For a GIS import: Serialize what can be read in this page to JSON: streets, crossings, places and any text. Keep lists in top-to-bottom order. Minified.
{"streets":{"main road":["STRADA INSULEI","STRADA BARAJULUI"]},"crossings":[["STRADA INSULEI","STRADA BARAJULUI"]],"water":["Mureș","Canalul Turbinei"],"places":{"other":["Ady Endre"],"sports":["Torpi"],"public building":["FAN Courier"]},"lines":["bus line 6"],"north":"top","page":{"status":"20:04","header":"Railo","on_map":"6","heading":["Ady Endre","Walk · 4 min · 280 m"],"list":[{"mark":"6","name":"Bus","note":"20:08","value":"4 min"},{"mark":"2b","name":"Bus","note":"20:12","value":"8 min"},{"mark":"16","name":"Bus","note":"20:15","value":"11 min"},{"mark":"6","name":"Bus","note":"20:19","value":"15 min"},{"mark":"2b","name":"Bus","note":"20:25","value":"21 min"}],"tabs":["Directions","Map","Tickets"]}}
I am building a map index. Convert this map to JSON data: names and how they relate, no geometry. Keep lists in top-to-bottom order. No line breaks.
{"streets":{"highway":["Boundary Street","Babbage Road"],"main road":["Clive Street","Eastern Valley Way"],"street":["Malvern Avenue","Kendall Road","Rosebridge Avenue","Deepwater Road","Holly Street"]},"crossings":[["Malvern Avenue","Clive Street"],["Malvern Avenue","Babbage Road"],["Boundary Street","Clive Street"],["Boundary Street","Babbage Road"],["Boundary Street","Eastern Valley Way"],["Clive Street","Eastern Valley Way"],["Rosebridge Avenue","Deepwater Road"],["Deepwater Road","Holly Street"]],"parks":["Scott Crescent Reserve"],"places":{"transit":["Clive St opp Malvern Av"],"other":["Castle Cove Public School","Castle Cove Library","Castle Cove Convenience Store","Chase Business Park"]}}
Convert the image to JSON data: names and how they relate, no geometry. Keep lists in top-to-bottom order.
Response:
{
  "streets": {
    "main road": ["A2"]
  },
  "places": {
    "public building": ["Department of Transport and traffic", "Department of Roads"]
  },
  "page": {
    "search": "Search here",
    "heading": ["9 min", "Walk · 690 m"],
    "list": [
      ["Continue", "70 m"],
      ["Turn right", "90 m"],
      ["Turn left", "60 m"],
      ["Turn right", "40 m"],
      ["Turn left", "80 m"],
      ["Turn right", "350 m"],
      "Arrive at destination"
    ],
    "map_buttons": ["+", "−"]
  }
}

> **Required work**:
Repeat the material in full, exactly as written.

> **Solution for this task**:
For a GIS import: Serialize what can be read in this page to JSON: streets, crossings, places and any text. Keep lists in top-to-bottom order. Minified.
{"streets":{"main road":["STRADA INSULEI","STRADA BARAJULUI"]},"crossings":[["STRADA INSULEI","STRADA BARAJULUI"]],"water":["Mureș","Canalul Turbinei"],"places":{"other":["Ady Endre"],"sports":["Torpi"],"public building":["FAN Courier"]},"lines":["bus line 6"],"north":"top","page":{"status":"20:04","header":"Railo","on_map":"6","heading":["Ady Endre","Walk · 4 min · 280 m"],"list":[{"mark":"6","name":"Bus","note":"20:08","value":"4 min"},{"mark":"2b","name":"Bus","note":"20:12","value":"8 min"},{"mark":"16","name":"Bus","note":"20:15","value":"11 min"},{"mark":"6","name":"Bus","note":"20:19","value":"15 min"},{"mark":"2b","name":"Bus","note":"20:25","value":"21 min"}],"tabs":["Directions","Map","Tickets"]}}
I am building a map index. Convert this map to JSON data: names and how they relate, no geometry. Keep lists in top-to-bottom order. No line breaks.
{"streets":{"highway":["Boundary Street","Babbage Road"],"main road":["Clive Street","Eastern Valley Way"],"street":["Malvern Avenue","Kendall Road","Rosebridge Avenue","Deepwater Road","Holly Street"]},"crossings":[["Malvern Avenue","Clive Street"],["Malvern Avenue","Babbage Road"],["Boundary Street","Clive Street"],["Boundary Street","Babbage Road"],["Boundary Street","Eastern Valley Way"],["Clive Street","Eastern Valley Way"],["Rosebridge Avenue","Deepwater Road"],["Deepwater Road","Holly Street"]],"parks":["Scott Crescent Reserve"],"places":{"transit":["Clive St opp Malvern Av"],"other":["Castle Cove Public School","Castle Cove Library","Castle Cove Convenience Store","Chase Business Park"]}}
Convert the image to JSON data: names and how they relate, no geometry. Keep lists in top-to-bottom order.
Response:
{
  "streets": {
    "main road": ["A2"]
  },
  "places": {
    "public building": ["Department of Transport and traffic", "Department of Roads"]
  },
  "page": {
    "search": "Search here",
    "heading": ["9 min", "Walk · 690 m"],
    "list": [
      ["Continue", "70 m"],
      ["Turn right", "90 m"],
      ["Turn left", "60 m"],
      ["Turn right", "40 m"],
      ["Turn left", "80 m"],
      ["Turn right", "350 m"],
      "Arrive at destination"
    ],
    "map_buttons": ["+", "−"]
  }
}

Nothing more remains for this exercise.